> DATA SHOWN:
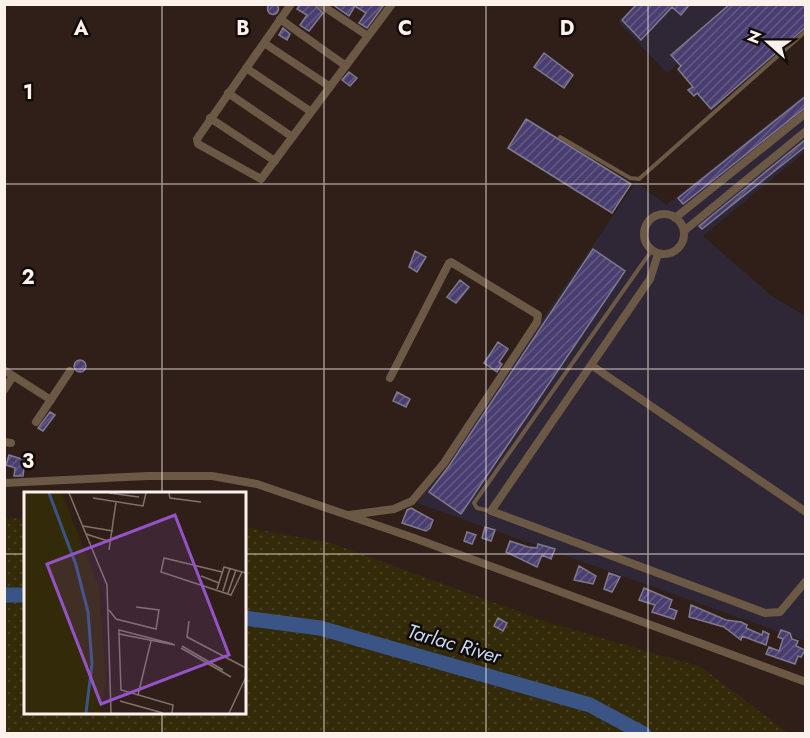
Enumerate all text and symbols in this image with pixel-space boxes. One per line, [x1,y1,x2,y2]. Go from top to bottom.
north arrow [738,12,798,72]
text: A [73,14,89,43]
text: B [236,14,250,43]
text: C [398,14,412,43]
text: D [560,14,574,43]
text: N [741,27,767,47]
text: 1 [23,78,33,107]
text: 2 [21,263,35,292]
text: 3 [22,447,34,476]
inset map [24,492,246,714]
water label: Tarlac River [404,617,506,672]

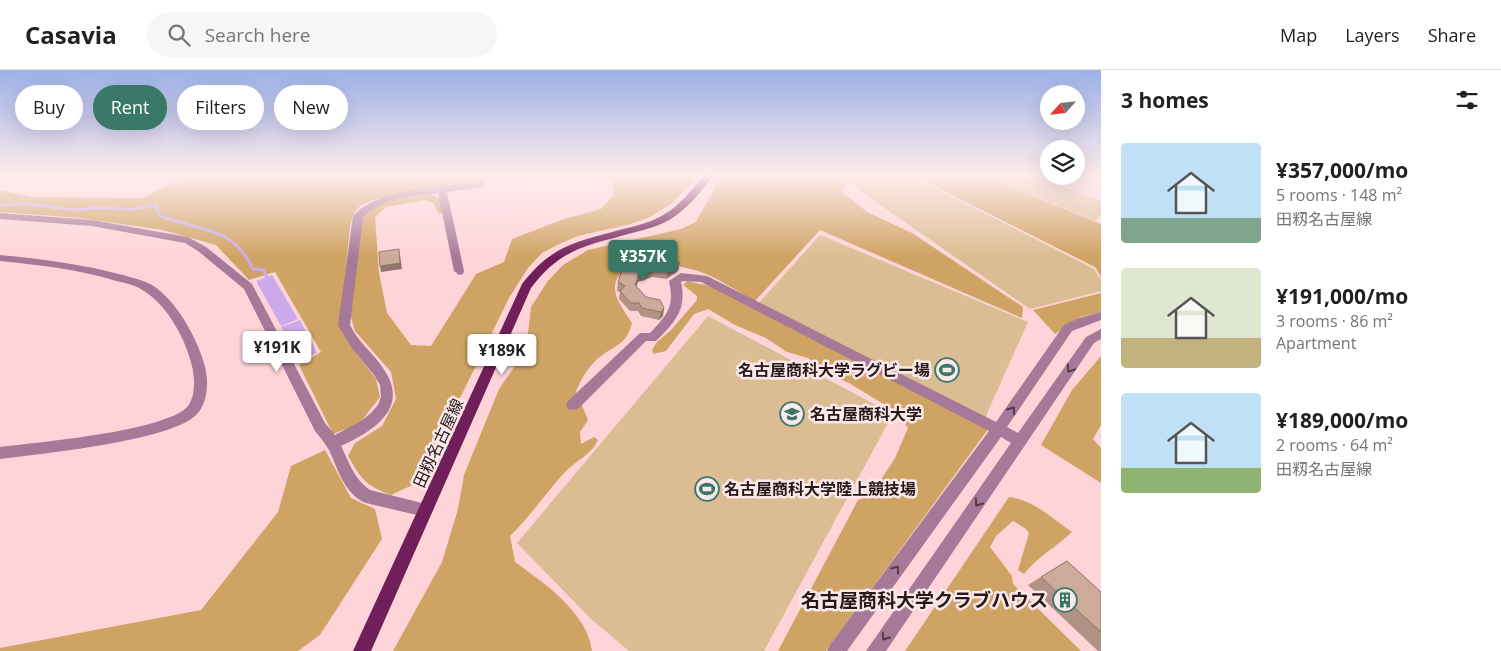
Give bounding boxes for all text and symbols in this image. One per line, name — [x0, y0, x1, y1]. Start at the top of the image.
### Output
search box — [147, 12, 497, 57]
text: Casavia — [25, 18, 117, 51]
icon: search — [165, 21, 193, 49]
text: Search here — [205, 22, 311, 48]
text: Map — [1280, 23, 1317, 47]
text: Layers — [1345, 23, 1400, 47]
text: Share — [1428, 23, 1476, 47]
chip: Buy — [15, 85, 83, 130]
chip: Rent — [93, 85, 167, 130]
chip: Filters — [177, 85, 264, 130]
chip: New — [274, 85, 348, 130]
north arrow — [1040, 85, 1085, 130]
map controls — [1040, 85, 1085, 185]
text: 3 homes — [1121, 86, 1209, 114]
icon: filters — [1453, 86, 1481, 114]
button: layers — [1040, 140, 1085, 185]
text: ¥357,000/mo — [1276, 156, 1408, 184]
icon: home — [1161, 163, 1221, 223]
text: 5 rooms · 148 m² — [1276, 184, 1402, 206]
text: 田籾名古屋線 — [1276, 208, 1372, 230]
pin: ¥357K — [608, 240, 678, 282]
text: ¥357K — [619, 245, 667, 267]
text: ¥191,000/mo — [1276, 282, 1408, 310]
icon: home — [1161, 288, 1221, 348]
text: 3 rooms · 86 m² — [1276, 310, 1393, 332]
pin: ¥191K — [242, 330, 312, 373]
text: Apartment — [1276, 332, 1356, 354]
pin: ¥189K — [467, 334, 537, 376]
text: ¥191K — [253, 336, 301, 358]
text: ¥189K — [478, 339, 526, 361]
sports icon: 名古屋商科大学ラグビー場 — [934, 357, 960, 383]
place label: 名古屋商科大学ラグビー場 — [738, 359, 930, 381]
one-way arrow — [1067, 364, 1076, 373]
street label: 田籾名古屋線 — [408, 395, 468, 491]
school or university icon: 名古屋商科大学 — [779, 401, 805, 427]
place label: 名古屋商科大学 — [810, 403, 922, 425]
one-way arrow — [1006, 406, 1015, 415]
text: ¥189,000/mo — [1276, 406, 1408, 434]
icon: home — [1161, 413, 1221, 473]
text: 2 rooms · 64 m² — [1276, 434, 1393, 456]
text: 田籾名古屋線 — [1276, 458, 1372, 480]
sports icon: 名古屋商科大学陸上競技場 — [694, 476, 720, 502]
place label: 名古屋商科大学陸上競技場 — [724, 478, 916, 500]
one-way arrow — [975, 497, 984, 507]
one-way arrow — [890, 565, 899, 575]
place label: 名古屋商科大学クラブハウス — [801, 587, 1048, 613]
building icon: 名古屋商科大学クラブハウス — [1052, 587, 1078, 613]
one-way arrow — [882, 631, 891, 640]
--
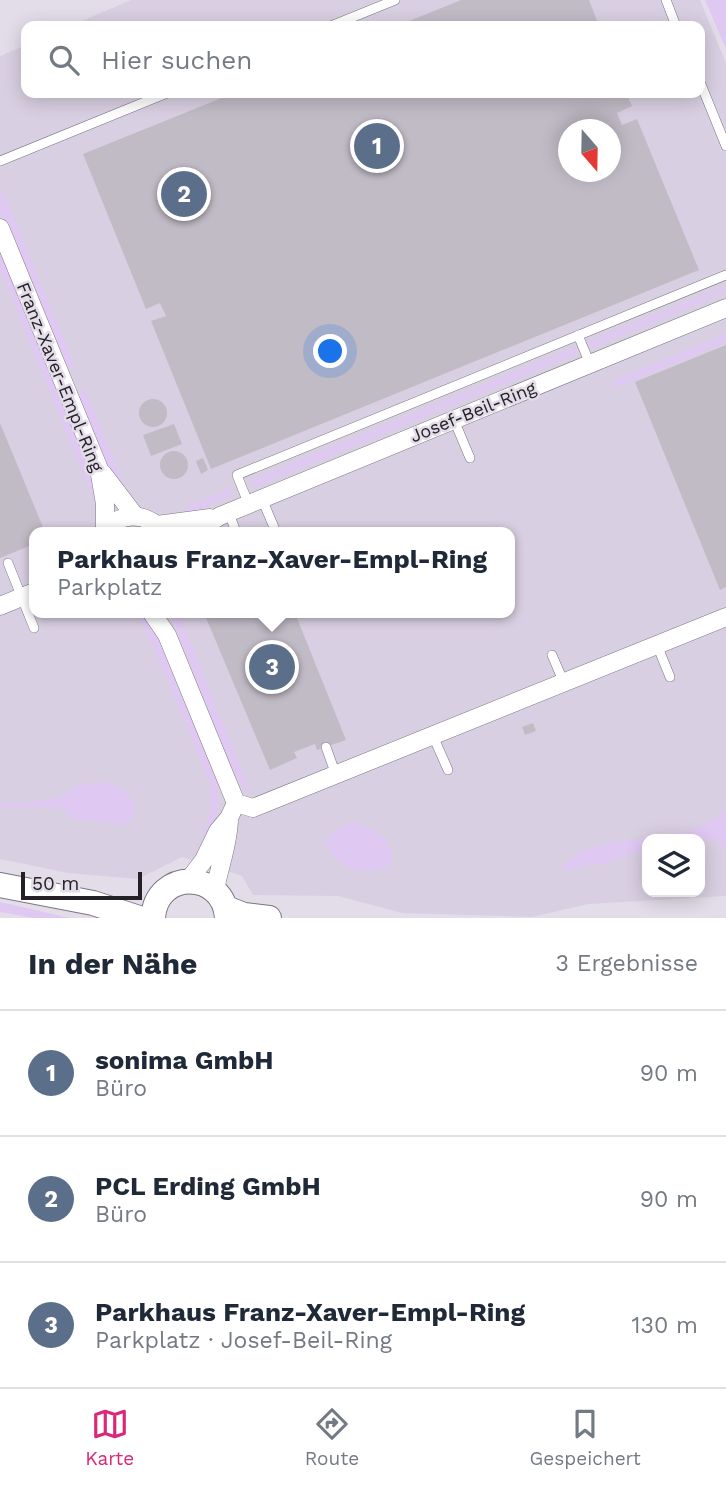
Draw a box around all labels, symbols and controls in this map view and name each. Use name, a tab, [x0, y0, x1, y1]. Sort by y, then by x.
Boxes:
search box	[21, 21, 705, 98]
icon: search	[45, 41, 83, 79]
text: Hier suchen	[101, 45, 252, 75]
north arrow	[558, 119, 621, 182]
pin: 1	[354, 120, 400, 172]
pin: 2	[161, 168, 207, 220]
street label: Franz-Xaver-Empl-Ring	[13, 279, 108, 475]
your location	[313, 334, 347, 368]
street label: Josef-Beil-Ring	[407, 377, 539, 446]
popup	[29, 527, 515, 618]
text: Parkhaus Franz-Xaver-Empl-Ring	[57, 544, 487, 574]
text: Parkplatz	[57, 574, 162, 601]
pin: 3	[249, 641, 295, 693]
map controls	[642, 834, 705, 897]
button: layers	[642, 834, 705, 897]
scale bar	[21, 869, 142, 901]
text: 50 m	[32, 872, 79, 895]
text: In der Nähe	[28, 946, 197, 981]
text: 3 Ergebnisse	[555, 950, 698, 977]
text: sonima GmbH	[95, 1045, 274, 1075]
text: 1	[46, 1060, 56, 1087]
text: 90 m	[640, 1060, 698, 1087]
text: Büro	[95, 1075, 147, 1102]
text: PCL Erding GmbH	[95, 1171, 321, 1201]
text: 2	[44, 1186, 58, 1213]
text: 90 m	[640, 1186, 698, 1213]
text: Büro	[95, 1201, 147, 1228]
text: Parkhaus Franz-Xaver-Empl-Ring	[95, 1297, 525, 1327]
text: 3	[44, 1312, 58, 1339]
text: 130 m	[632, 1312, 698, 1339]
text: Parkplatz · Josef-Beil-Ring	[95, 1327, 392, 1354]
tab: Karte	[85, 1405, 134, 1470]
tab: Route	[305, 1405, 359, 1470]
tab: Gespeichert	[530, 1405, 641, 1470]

> DIRECTIONS: Extract every line containing the string "sports" from the data above.

> WRITTEN SOLUTION:
sports icon: 名古屋商科大学ラグビー場 — [934, 357, 960, 383]
sports icon: 名古屋商科大学陸上競技場 — [694, 476, 720, 502]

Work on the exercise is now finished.